On Aug 6, 2008, at 08:40 , tphyahoo wrote:

> t = ( putStrLn . show . sum . takeWhile (<=4000000) . filter even )
> fibs2
> fibs2 = 1 : 2 : zipWith (+) fibs2 (tail fibs2)

Gives me hives personally... I've never been able to handle the syntax  
of haskell.

> but it relies on laziness and who knows what other magic.

The laziness I'm fine with... the other magic? not so much.

> I decided to see if I could find a ruby solution that was more
> haskellish. It turns I can... almost.

Ignoring my haskell bias for a bit... I'd recommend doing this, with  
any pairing of languages. Find the idiomatic response appropriate for  
the target language and you'll have a better time.

> There is a ruby library for laziness
>
> # http://lazylist.rubyforge.org/

I've not used this personally, I suspect using it is the problem.

> and it would seem to do what I want. But it hangs for some reason.
>
> I have poor sense of ruby culture. Should I report this as a bug? Is
> it even a bug? Do people ever use laziness, or is this crazy
> experimentation?

Assuming it is a bug, yes, report it.
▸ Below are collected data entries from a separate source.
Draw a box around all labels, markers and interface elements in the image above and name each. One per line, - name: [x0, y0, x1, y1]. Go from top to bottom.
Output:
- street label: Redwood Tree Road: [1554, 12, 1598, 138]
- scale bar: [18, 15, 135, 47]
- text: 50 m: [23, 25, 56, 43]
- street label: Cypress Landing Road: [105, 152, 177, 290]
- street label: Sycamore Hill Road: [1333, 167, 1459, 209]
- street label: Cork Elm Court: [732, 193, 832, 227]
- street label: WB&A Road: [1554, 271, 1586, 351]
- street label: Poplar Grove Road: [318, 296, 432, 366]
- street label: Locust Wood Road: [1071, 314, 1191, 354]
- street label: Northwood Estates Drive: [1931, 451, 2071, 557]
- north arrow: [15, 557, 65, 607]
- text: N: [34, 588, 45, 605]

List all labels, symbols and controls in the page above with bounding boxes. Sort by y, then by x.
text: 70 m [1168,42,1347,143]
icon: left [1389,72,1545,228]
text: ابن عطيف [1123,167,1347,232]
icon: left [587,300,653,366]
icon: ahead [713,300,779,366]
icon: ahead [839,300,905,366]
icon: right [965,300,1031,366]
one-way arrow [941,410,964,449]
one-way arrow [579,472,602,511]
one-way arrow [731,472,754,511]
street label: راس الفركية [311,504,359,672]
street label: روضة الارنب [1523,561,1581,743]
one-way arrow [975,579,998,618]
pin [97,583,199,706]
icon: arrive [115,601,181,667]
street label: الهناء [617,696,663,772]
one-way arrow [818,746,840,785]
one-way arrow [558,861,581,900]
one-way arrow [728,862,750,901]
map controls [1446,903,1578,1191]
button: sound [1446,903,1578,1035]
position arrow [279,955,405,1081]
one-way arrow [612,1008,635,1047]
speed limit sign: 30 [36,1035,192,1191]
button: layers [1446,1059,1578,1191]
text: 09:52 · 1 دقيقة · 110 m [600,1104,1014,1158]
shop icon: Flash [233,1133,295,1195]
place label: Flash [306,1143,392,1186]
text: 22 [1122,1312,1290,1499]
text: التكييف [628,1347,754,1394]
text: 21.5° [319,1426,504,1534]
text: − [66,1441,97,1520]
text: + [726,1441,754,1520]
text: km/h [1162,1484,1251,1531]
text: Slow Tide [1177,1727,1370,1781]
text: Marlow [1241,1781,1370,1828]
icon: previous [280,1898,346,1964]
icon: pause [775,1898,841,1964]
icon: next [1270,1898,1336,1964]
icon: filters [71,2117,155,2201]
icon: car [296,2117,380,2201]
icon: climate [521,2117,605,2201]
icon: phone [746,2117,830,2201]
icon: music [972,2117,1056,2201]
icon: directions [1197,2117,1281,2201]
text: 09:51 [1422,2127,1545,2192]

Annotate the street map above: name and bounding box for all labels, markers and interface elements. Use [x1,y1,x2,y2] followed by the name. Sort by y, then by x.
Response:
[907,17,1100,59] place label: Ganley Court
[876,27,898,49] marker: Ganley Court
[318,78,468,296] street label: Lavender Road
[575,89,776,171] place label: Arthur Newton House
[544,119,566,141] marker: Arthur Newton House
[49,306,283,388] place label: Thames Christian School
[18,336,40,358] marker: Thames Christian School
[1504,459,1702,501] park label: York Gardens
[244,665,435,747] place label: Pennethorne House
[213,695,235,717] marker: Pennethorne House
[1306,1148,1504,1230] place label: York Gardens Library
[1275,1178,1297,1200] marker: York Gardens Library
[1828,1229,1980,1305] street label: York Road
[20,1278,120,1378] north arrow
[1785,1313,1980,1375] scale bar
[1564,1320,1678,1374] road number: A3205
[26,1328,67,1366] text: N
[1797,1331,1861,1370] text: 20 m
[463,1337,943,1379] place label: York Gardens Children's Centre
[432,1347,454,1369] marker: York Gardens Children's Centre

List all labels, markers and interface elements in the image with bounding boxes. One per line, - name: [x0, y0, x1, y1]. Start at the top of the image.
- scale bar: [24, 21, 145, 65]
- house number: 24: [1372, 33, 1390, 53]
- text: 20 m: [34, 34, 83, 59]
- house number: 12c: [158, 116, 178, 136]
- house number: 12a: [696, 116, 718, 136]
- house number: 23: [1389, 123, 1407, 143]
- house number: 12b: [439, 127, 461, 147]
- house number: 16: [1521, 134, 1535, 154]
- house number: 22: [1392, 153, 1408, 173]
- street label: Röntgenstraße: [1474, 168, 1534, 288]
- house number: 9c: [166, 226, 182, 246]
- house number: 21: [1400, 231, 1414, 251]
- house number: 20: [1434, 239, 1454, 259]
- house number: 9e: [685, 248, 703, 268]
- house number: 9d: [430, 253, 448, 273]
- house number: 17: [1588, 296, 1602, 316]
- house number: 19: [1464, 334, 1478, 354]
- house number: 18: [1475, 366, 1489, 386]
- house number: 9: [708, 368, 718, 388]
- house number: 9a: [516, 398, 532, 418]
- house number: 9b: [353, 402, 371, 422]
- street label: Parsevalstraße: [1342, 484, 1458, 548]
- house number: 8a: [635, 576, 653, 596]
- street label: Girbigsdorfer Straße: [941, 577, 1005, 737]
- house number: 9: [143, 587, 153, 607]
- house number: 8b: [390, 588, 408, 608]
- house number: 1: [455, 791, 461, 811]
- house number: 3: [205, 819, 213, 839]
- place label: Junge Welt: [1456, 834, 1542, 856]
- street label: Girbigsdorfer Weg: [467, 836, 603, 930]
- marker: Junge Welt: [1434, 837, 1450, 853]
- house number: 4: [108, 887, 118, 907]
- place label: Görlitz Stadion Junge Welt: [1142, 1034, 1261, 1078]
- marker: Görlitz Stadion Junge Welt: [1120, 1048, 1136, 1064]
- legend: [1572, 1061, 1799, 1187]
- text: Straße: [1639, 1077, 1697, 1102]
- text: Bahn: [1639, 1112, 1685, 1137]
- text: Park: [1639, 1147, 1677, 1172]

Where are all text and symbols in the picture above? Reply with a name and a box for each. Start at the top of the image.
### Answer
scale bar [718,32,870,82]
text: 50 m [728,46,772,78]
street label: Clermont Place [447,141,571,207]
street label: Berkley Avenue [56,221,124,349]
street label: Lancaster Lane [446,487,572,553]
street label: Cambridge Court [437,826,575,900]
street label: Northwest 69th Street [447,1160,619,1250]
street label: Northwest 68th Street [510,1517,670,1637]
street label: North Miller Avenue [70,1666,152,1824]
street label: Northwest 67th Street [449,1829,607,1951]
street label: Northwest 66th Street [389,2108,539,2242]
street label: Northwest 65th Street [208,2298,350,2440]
Again, not having used the  
library, I can't really weigh in whether this behavior is a bug or not.

> require 'rubygems'
> require 'lazylist' # http://lazylist.rubyforge.org/
>
> # Solve Project Euler problem 2: sum fibonacci numbers <= 4_000_000,
> which are even.
> fibs = ( LazyList.tabulate(0) { |x| x < 2 ? 1 : fibs[x-2] +
> fibs[x-1] } )

so, according to the doco, tabulate is a generator function that  
starts at 0 and yields the block on each successive succ.

(stop with all the parens)

> fibsUnder4M = ( fibs.partition{ |x| x <= 4_000_000 })[0]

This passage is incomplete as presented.